EXERCISE PROMPT:
Go through the records below and report each line with "Edgeridge" in it.
Segment Start: EXERCISE DATA
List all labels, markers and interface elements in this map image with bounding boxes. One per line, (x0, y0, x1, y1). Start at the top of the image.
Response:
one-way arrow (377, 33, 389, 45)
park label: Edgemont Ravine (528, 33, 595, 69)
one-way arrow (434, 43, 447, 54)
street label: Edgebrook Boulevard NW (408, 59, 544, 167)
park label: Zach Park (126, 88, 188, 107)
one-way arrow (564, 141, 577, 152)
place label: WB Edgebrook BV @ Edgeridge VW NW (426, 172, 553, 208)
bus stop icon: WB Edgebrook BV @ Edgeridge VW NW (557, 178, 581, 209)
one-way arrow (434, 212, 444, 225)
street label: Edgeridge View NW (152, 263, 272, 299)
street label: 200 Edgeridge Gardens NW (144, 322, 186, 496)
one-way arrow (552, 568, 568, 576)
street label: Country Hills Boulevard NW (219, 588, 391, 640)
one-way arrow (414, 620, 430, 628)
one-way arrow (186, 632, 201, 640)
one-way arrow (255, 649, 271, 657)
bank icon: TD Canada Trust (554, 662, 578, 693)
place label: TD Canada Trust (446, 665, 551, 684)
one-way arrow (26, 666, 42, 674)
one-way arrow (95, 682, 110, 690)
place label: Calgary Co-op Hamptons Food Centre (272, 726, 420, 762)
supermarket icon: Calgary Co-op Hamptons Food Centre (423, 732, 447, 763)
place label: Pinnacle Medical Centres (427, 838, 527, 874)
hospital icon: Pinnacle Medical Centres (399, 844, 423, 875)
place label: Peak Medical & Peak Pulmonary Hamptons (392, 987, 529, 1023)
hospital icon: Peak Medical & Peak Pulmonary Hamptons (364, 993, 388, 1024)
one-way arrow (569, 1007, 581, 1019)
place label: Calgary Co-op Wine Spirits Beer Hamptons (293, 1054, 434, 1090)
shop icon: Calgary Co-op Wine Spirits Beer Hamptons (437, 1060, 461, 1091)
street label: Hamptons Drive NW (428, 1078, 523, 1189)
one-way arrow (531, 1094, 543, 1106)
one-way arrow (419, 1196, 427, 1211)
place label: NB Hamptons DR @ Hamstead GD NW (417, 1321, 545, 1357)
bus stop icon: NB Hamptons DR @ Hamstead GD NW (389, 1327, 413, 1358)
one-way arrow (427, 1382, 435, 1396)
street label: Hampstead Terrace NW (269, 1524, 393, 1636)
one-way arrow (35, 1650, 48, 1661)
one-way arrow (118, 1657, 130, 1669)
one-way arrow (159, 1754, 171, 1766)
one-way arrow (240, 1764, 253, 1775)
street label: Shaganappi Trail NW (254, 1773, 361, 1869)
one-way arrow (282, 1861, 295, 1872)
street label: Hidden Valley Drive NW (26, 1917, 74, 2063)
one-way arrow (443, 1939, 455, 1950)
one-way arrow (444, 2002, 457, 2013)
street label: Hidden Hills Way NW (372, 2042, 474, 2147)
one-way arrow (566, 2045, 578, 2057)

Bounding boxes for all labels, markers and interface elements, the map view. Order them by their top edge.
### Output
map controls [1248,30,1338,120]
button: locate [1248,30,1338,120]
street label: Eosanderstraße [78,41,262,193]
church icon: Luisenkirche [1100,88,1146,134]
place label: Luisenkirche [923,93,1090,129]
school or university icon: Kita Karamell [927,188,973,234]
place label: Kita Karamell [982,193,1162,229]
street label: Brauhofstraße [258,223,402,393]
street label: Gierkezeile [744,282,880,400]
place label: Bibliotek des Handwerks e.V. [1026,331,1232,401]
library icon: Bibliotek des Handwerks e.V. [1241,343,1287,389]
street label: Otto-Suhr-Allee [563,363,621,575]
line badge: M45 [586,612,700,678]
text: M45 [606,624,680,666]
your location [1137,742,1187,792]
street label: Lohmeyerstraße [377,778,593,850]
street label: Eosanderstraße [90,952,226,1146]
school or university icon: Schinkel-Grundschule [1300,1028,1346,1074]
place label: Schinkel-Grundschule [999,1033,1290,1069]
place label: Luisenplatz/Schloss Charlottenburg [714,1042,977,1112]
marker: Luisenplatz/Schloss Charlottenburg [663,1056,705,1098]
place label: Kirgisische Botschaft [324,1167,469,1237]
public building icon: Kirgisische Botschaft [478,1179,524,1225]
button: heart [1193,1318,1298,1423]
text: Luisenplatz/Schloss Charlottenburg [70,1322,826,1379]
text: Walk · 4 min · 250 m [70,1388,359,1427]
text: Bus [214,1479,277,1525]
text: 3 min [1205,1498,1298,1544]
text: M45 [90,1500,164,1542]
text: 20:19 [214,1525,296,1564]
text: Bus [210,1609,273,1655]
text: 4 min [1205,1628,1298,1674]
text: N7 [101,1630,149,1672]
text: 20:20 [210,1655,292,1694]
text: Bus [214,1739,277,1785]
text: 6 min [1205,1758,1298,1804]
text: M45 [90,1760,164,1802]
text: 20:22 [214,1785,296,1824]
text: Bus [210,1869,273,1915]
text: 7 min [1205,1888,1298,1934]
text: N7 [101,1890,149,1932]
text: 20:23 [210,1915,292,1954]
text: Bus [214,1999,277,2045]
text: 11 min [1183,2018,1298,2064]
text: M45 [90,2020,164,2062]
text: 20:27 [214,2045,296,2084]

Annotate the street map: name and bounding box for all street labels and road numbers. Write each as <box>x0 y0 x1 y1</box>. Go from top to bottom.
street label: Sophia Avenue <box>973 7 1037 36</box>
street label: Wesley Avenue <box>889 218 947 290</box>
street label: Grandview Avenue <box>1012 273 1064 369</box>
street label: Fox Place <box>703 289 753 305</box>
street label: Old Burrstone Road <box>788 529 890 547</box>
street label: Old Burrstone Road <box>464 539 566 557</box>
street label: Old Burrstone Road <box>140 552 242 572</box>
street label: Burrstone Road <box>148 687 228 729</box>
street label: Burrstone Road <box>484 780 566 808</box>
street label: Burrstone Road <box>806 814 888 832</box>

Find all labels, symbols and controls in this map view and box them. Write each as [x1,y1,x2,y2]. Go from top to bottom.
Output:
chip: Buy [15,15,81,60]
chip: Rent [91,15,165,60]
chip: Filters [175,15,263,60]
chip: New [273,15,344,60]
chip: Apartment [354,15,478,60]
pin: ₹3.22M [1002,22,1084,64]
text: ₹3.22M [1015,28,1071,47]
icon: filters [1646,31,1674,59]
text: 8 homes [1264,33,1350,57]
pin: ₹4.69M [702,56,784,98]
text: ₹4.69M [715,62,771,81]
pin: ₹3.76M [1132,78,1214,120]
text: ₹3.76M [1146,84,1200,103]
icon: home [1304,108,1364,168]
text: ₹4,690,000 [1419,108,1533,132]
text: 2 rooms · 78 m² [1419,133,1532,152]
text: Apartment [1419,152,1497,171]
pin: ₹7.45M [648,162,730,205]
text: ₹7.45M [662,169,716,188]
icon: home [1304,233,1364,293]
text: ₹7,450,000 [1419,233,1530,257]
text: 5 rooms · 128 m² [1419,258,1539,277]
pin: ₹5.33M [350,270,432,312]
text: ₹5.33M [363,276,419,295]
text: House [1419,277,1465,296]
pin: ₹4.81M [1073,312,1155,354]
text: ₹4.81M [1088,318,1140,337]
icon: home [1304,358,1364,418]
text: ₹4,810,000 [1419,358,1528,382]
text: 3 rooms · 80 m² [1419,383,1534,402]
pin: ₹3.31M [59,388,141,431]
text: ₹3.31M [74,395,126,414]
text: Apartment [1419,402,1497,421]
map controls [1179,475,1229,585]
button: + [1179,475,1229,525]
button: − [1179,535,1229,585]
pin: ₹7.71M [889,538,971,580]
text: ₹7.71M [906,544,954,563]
Segment End: EXERCISE DATA
EXERCISE RESPONSE:
place label: WB Edgebrook BV @ Edgeridge VW NW (426, 172, 553, 208)
bus stop icon: WB Edgebrook BV @ Edgeridge VW NW (557, 178, 581, 209)
street label: Edgeridge View NW (152, 263, 272, 299)
street label: 200 Edgeridge Gardens NW (144, 322, 186, 496)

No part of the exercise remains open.